[Start of Attachment]
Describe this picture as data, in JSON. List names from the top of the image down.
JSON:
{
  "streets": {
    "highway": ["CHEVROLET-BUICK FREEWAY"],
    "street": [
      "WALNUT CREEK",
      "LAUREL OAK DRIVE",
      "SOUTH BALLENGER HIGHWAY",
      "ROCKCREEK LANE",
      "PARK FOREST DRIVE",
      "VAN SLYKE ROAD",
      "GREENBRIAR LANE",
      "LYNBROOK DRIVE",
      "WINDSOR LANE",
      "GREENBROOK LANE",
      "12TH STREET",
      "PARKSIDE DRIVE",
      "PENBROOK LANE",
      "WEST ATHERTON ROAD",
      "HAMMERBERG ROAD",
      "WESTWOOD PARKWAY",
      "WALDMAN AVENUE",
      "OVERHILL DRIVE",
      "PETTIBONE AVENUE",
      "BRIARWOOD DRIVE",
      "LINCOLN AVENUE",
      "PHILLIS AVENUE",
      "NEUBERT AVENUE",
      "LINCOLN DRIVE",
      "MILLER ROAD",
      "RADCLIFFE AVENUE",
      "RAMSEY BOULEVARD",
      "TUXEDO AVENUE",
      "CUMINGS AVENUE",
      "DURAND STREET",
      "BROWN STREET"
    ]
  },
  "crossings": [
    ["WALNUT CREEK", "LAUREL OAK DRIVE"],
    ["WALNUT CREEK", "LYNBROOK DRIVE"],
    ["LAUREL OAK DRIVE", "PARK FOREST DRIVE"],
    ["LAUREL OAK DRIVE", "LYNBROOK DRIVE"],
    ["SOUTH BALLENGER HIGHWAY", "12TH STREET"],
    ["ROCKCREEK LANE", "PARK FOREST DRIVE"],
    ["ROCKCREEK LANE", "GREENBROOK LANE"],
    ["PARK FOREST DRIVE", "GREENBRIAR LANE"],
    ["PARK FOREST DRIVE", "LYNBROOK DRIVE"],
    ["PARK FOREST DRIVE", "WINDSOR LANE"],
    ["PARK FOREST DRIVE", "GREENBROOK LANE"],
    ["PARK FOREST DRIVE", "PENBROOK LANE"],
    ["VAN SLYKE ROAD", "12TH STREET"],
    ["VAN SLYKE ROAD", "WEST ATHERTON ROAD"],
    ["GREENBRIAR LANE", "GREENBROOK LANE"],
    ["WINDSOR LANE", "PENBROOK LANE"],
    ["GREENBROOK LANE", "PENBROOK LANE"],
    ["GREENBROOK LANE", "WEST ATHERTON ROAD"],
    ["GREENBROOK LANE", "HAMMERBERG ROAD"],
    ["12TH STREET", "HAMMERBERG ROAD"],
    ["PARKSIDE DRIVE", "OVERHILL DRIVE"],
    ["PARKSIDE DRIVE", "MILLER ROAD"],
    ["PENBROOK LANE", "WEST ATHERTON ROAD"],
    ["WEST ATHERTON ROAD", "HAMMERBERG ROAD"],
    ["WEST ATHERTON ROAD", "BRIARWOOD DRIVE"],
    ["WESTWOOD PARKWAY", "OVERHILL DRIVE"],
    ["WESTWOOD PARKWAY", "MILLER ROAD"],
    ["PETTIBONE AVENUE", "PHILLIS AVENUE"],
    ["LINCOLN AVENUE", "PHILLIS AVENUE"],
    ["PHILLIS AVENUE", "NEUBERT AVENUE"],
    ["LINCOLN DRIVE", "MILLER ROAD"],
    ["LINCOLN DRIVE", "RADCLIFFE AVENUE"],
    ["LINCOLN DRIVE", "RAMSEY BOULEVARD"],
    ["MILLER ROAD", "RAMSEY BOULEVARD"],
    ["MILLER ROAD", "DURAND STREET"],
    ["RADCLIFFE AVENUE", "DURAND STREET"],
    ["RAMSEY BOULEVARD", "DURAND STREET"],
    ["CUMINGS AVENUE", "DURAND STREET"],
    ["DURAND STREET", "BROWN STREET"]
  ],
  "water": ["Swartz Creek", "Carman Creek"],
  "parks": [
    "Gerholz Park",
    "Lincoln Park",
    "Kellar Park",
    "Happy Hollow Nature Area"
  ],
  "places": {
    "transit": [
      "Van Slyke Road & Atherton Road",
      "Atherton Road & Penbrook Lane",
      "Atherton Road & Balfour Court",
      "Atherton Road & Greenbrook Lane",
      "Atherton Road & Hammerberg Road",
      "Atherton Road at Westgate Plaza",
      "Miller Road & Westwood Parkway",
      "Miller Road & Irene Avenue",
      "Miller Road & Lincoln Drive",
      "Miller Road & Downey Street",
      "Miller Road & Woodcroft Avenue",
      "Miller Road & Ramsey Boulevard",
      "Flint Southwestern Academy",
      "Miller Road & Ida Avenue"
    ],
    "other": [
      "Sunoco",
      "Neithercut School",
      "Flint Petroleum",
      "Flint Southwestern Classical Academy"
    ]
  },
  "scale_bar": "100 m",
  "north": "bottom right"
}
[End of Attachment]
_The problem_
Output the full listing exactly as it stands.

_Your solution_
Describe this picture as data, in JSON. List names from the top of the image down.
JSON:
{
  "streets": {
    "highway": ["CHEVROLET-BUICK FREEWAY"],
    "street": [
      "WALNUT CREEK",
      "LAUREL OAK DRIVE",
      "SOUTH BALLENGER HIGHWAY",
      "ROCKCREEK LANE",
      "PARK FOREST DRIVE",
      "VAN SLYKE ROAD",
      "GREENBRIAR LANE",
      "LYNBROOK DRIVE",
      "WINDSOR LANE",
      "GREENBROOK LANE",
      "12TH STREET",
      "PARKSIDE DRIVE",
      "PENBROOK LANE",
      "WEST ATHERTON ROAD",
      "HAMMERBERG ROAD",
      "WESTWOOD PARKWAY",
      "WALDMAN AVENUE",
      "OVERHILL DRIVE",
      "PETTIBONE AVENUE",
      "BRIARWOOD DRIVE",
      "LINCOLN AVENUE",
      "PHILLIS AVENUE",
      "NEUBERT AVENUE",
      "LINCOLN DRIVE",
      "MILLER ROAD",
      "RADCLIFFE AVENUE",
      "RAMSEY BOULEVARD",
      "TUXEDO AVENUE",
      "CUMINGS AVENUE",
      "DURAND STREET",
      "BROWN STREET"
    ]
  },
  "crossings": [
    ["WALNUT CREEK", "LAUREL OAK DRIVE"],
    ["WALNUT CREEK", "LYNBROOK DRIVE"],
    ["LAUREL OAK DRIVE", "PARK FOREST DRIVE"],
    ["LAUREL OAK DRIVE", "LYNBROOK DRIVE"],
    ["SOUTH BALLENGER HIGHWAY", "12TH STREET"],
    ["ROCKCREEK LANE", "PARK FOREST DRIVE"],
    ["ROCKCREEK LANE", "GREENBROOK LANE"],
    ["PARK FOREST DRIVE", "GREENBRIAR LANE"],
    ["PARK FOREST DRIVE", "LYNBROOK DRIVE"],
    ["PARK FOREST DRIVE", "WINDSOR LANE"],
    ["PARK FOREST DRIVE", "GREENBROOK LANE"],
    ["PARK FOREST DRIVE", "PENBROOK LANE"],
    ["VAN SLYKE ROAD", "12TH STREET"],
    ["VAN SLYKE ROAD", "WEST ATHERTON ROAD"],
    ["GREENBRIAR LANE", "GREENBROOK LANE"],
    ["WINDSOR LANE", "PENBROOK LANE"],
    ["GREENBROOK LANE", "PENBROOK LANE"],
    ["GREENBROOK LANE", "WEST ATHERTON ROAD"],
    ["GREENBROOK LANE", "HAMMERBERG ROAD"],
    ["12TH STREET", "HAMMERBERG ROAD"],
    ["PARKSIDE DRIVE", "OVERHILL DRIVE"],
    ["PARKSIDE DRIVE", "MILLER ROAD"],
    ["PENBROOK LANE", "WEST ATHERTON ROAD"],
    ["WEST ATHERTON ROAD", "HAMMERBERG ROAD"],
    ["WEST ATHERTON ROAD", "BRIARWOOD DRIVE"],
    ["WESTWOOD PARKWAY", "OVERHILL DRIVE"],
    ["WESTWOOD PARKWAY", "MILLER ROAD"],
    ["PETTIBONE AVENUE", "PHILLIS AVENUE"],
    ["LINCOLN AVENUE", "PHILLIS AVENUE"],
    ["PHILLIS AVENUE", "NEUBERT AVENUE"],
    ["LINCOLN DRIVE", "MILLER ROAD"],
    ["LINCOLN DRIVE", "RADCLIFFE AVENUE"],
    ["LINCOLN DRIVE", "RAMSEY BOULEVARD"],
    ["MILLER ROAD", "RAMSEY BOULEVARD"],
    ["MILLER ROAD", "DURAND STREET"],
    ["RADCLIFFE AVENUE", "DURAND STREET"],
    ["RAMSEY BOULEVARD", "DURAND STREET"],
    ["CUMINGS AVENUE", "DURAND STREET"],
    ["DURAND STREET", "BROWN STREET"]
  ],
  "water": ["Swartz Creek", "Carman Creek"],
  "parks": [
    "Gerholz Park",
    "Lincoln Park",
    "Kellar Park",
    "Happy Hollow Nature Area"
  ],
  "places": {
    "transit": [
      "Van Slyke Road & Atherton Road",
      "Atherton Road & Penbrook Lane",
      "Atherton Road & Balfour Court",
      "Atherton Road & Greenbrook Lane",
      "Atherton Road & Hammerberg Road",
      "Atherton Road at Westgate Plaza",
      "Miller Road & Westwood Parkway",
      "Miller Road & Irene Avenue",
      "Miller Road & Lincoln Drive",
      "Miller Road & Downey Street",
      "Miller Road & Woodcroft Avenue",
      "Miller Road & Ramsey Boulevard",
      "Flint Southwestern Academy",
      "Miller Road & Ida Avenue"
    ],
    "other": [
      "Sunoco",
      "Neithercut School",
      "Flint Petroleum",
      "Flint Southwestern Classical Academy"
    ]
  },
  "scale_bar": "100 m",
  "north": "bottom right"
}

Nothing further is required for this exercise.